Una partita al cardiopalma si è conclusa con l’amarezza per la Dinamo Banco di Sardegna Sassari, che ha ceduto a Tortona al termine di due prolungamenti, perdendo 118-113 in una partita costellata di colpi di scena e segnata da pesanti assenze.
La rimonta sassarese, iniziata nel terzo quarto dopo un primo tempo caratterizzato da un passivo che aveva sfiorato i venti punti, aveva illuso i tifosi, ma la sconfitta si è poi materializzata in un finale estenuante e doloroso.
La prestazione dei biancoblu è stata un complesso intreccio di luci e ombre.
L’incapacità di imporre il proprio gioco nella prima metà di gara, con una difesa poco efficace e un attacco prevedibile, ha lasciato presagire un risultato amaro.
Tuttavia, la reazione mostrata nella seconda metà, alimentata da una ritrovata grinta e una maggiore coesione, testimonia il potenziale di una squadra in grado di reagire alle avversità.
Buie, con una prova sontuosa di 25 punti e 13 assist, è stato l’architrave di questa rimonta, affiancato da Johnson (20 punti) e da un Marshall in stato di grazia, capace di trascinare la squadra con 23 punti.
L’ombra più pesante sulla vittoria, però, è rappresentata dall’infortunio di Carlos Marshall, costretto ad abbandonare il campo in barella con una sospetta distorsione al ginocchio destro.
La gravità del suo infortunio, ancora da quantificare, potrebbe avere un impatto significativo sulle ambizioni stagionali della Dinamo.
A complicare ulteriormente la situazione, le squalifiche per falli di McGlynn, Vitali e Visconti, che hanno privato la squadra di elementi chiave negli ultimi minuti di gioco.
L’analisi a freddo della partita rivela che la Dinamo ha pagato dazio a una Tortona ben organizzata e capace di sfruttare al meglio le debolezze mostrate dai sassaresi nel primo tempo.
“Abbiamo mostrato una buona pallacanestro nel secondo tempo, quando siamo riusciti a migliorare la nostra difesa e a trovare soluzioni più efficaci in attacco,” ha commentato l’allenatore Veljko Mrsic, sottolineando l’importanza di mantenere alta l’attenzione e di lavorare costantemente per migliorare il proprio gioco.

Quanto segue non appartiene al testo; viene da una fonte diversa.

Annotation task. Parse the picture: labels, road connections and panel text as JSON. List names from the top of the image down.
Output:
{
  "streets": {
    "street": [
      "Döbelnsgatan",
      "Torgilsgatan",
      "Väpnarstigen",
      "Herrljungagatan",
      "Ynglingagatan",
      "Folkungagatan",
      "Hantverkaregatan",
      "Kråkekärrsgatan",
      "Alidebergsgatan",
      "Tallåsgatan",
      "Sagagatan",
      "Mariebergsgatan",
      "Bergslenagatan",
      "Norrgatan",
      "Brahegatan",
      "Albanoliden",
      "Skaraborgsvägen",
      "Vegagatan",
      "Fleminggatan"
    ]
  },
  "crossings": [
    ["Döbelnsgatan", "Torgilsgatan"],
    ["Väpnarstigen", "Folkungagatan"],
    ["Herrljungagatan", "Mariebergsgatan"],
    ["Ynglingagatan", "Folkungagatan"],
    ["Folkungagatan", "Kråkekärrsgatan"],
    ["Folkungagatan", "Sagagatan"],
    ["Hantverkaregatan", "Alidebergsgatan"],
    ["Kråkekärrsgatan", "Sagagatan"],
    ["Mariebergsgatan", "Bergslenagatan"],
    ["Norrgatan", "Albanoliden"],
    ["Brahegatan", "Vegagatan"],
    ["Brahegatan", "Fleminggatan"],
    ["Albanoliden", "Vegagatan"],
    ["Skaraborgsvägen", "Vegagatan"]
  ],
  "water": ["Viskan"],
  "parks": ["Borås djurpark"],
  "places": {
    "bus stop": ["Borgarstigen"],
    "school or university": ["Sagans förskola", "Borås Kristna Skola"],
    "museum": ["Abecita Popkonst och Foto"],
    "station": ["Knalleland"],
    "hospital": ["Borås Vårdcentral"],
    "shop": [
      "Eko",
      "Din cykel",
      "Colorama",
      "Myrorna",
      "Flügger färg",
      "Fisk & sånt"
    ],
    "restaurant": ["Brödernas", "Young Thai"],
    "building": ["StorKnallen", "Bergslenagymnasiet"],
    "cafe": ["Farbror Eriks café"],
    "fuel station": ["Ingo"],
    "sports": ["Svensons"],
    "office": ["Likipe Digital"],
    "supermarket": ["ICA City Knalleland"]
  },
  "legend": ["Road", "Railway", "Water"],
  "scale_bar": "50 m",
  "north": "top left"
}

Nonostante la sconfitta, Mrsic ha voluto sottolineare l’importanza di guardare avanti con fiducia, riconoscendo la forza e il valore del collettivo.
“Perdere in questo modo fa male, ma dobbiamo guardare avanti: questa è la strada giusta.
Ci sono molte squadre di alto livello in questo campionato e noi siamo tra queste.
” La sfida europea contro il Peristeri mercoledì e il successivo impegno in campionato contro Trapani rappresentano due importanti test per la Dinamo, che dovrà affrontare questi impegni con la consapevolezza di poter competere ad alti livelli, ma anche con la necessità di gestire al meglio le assenze e di lavorare per rafforzare la propria resilienza.
La partita di Tortona, pur nella sconfitta, ha confermato il carattere di una squadra capace di lottare fino alla fine, pronta a rialzarsi e a dimostrare il proprio valore.